Three Questions That Will Determine: Will You Outlive Your Money?   Leave a comment

My friend Belle gave me a book entitled Younger Next Year, Live Strong, Fit, and Sexy – until you are 80 and Beyond, by Crowley and Lodge. Resisting any suggestion by the gift that I am falling apart I accepted it and actually jumped right in to the read. As the title suggests, the book gives a glimpse of what it would take for a person to stave off what we typically refer to as aging. Actually they call it decaying – yuk! What I like is that they talk about the messages that we are conditioned to receive as humans on this planet. They propose that, because for the first time in our existence, we do not have to worry about dying prematurely (talking about the United States of America specifically).  Our sedentary lifestyles, overabundance and consumerism are leading to the rampant and rapid decay of our bodies. This means that the messages our muscles and brain are receiving are signaling that are actually communicating that there is no reason for them to be alert and active. These messages are advancing the aging process and our own mortality. They propose that we need to reprogram our bodies and mind to greater activity, which is a bit weird because this is exactly how I have felt for a while. Over the past five or six years I have felt that I was growing to be less alive, which is also weird because that is when I started coming to Latin America. Go figure! Perhaps the double-edged sword of privilege is on one hand unless we do something stupid – like run around with a loaded gun talking about how gansta we are; sleep with the neighbor’s wife, and get caught, or grow up in an impoverished neighborhood without the will/drive to leave, we pretty much have it made until we are in our 80’s or 90’s. The other side of privilege is that we may be killing ourselves with kindness, literally.

They say that everyone should plan for retirement. And they are probably right. It is just that my life has never occurred in a straight line. I have smelled the roses along the way. Lots of roses! For many reasons, including getting a master’s and doctorate degree, I did not get serious about a career or making retirement contributions until I was in my mid-thirties. I mean, I have always monitored my portfolio, making moves when I thought the market was either favorable or tanking. But I had no idea of what the results of my novice adventures would yield. Talking with my retirement advisor the other day was like opening a surprise package. We figured out that if I play my cards right then I can live the rest of my life with no worry about food, shelter and clothing. I could go out to dinner every now and then. And best of all I could take trips. WOW!!! You mean it. I mean, by no stretch of the imagination am I talking a six figure lifestyle. But any work I decide to take will add to my quality of life, not sustain it. A huge difference! And if I am not stupid, like driving 125 mph on a North Carolina highway, I could live well into my 80’s, 90’s or beyond. So, I have been asking myself lots of questions. Again, I probably should have done this long ago. But like I said, I ain’t that kind of guy.

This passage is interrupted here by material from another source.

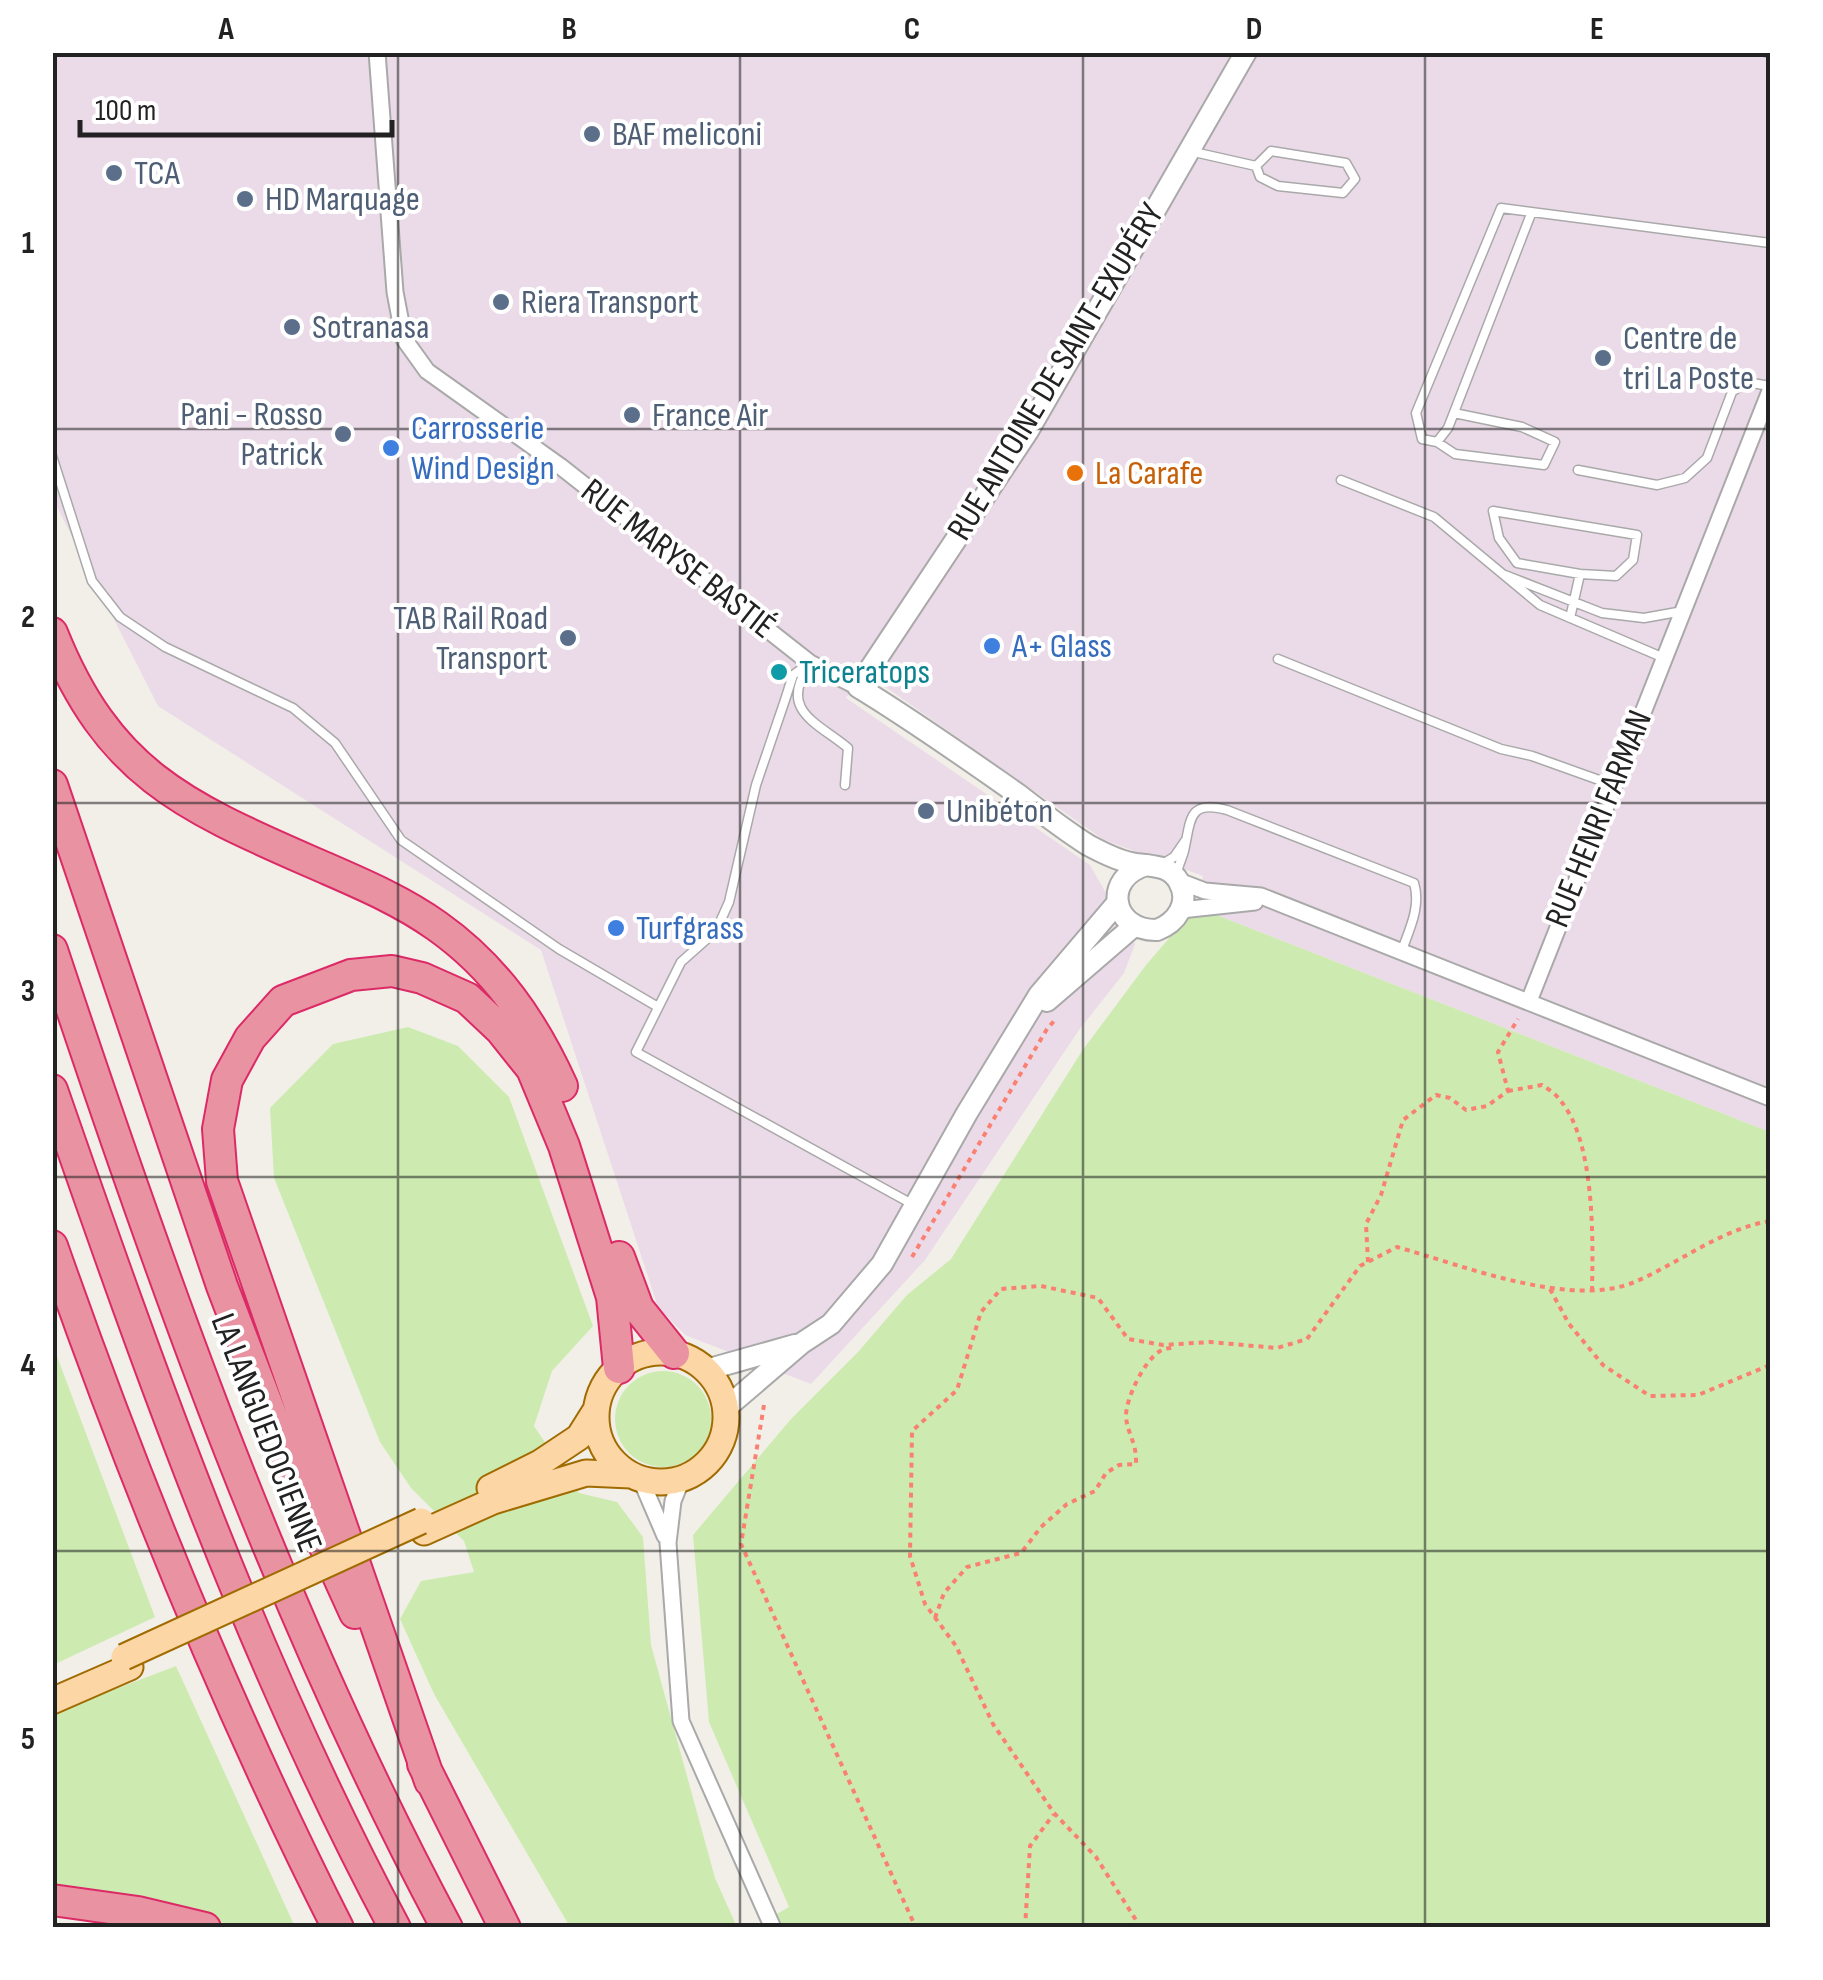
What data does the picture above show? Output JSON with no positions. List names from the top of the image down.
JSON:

First question, how do you want to live? Meaning what do you want your days, and nights, to be like? I have always wanted to cause organizations to be more responsive to human needs. This has not changed about me. In truth because I have spent too many years in places where group think and ego needs perpetuate disingenuous systems, I want even more to be a positive force in the lives of others. As it turns out Crowley and Lodge agree with me. They say having a purpose, an investment of one’s life force – my words, not theirs – is life-sustaining because a healthy purpose gives one more drive to live. I never saw myself playing golf or dominoes to pass the time away. That version of retirement was never my dream. It’s funny; I was looking forward to getting up late. I have always likes sleep. But now, when I get up past 7:30 a.m., I feel guilty. Bringing my book, High School Is Not Enough: Helping Students Take The Next Step In Their Lives, to publication is a priority. Afterwards I want to focus on a project that connects my passion for health and wellness to serving people. I also want my priorities to be aligned closer to family and increasing another’s opportunity for success. The biggest hurdle to this realization is that I am single. I freely admit that the absence of family, especially children or grandchildren, in my life is a big hole which my quest to fill has caused me a lot of pain. Unfortunately, baby’s mamma drama, put my relationship with my son in a place where he does not wish to talk with me.  I have also wanted to live outside of the United States.  When I said this to my friends, about five years ago, they laughed.  My decision to live in Latin America has been time coming since then.  These are  cultures that value family above most everything else.   And both Costa Rica and Colombia are countries where health and wellness a valued.  For me, being in these places is no accident.  But I have always been a person, for better and worse, to pursue my dreams.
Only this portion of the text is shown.